Siempre hay sorpresas al filmar una entrevista, por bien preparada que esté. Algunos testigos, de maravillosa elocuencia en privado, enmudecen aterrados ante el objetivo, mientras que otros, por el contrario, empiezan a expresarse libremente sólo cuando están frente a la cámara. A nosotros no nos faltaron experiencias interesantes, por lo visto. Algunos de nuestros entrevistados consideraban que el calvario sufrido en silencio durante tantos años tenía que ser contado con precisión, con pasión incluso, ya que iba a ser registrado en película. La cámara devenía en estos casos una especie de catalizador y algunas personas nos sorprendieron —y se sorprendieron ellas mismas, según nos confesaron luego— al evocar este período de sus vidas como jamás lo habían hecho antes. Por ejemplo, Ana María Simo en
Conducta impropia
.
Muchos lamentan que estos dos documentales no se hayan rodado en Cuba. Nosotros también. La cuestión es que nosotros, en tanto que exiliados, estamos considerados oficialmente como traidores y apátridas. Con anterioridad a la filmación de estas películas, tuve que esperar diecisiete años un visado de siete días para visitar a mi familia en La Habana, pero sin autorización para vivir con ella; tuve que alojarme en un hotel. ¿Cómo, en esas condiciones, íbamos a conseguir permiso para rodar una película? Lo intentamos de todas formas, y algunos de nuestros esfuerzos, llamadas telefónicas y otras gestiones, se filmaron y constituyen c! prólogo y los títulos de crédito de
Nadie escuchaba
. Como suponíamos, nuestra petición fue rechazada. ¿Hay que lamentarlo? De darnos luz verde la administración castrista, sería lógico que nuestros entrevistados no hubiesen podido expresarse con libertad por temor a las represalias. Al anular toda forma visible de oposición, los dictadores logran a veces dar al visitante extranjero una imagen idílica de su país. Si
Conducta impropia
y
Nadie escuchaba
han podido hablar de la represión en Cuba, es justamente porque no se rodaron allí.

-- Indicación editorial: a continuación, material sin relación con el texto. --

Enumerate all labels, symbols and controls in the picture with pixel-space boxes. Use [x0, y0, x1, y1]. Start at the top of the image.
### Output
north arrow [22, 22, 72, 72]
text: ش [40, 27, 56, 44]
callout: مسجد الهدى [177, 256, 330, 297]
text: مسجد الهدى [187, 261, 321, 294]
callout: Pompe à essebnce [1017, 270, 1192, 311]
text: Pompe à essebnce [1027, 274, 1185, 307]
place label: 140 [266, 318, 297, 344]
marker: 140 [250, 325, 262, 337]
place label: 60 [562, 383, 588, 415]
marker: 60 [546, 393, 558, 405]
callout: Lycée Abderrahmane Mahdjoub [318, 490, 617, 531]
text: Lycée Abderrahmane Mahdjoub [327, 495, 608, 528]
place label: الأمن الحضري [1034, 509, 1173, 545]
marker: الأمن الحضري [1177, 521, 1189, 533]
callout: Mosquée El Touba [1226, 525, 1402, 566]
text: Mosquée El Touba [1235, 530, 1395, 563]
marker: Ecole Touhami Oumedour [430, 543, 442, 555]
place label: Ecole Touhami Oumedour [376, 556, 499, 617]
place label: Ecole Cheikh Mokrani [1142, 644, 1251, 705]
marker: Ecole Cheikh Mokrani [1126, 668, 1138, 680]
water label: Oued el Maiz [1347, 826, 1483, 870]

No obstante, irónicamente, debemos algunas reveladoras secuencias de nuestras dos películas al propio gobierno cubano. En Cayo Hueso, en Florida, a sólo noventa millas al norte de La Habana, se puede captar la televisión cubana. Y hemos incluido fragmentos de sus programas en nuestras películas: la condena a muerte de un desertor por un tribunal militar, por ejemplo. Los gobiernos totalitarios sienten predilección por ese tipo de escenas, porque dan fe de su autoridad y sirven de ejemplo, de disuasión, al pueblo. Pero vistas fuera del contexto de una sociedad represiva, tales escenas adquieren otra significación. Poseen el mismo carácter que las que yo filmé en
Idi Amin Dada
para Barbet Schroeder en 1974. Que se nos autorizase a rodar en Uganda sorprendió a muchos espectadores de esta película. Pero Amin estaba encantado de que nosotros filmáramos situaciones que a él le parecían ejemplares, incluso algunas escenas comprometedoras se filmaron por su expresa iniciativa.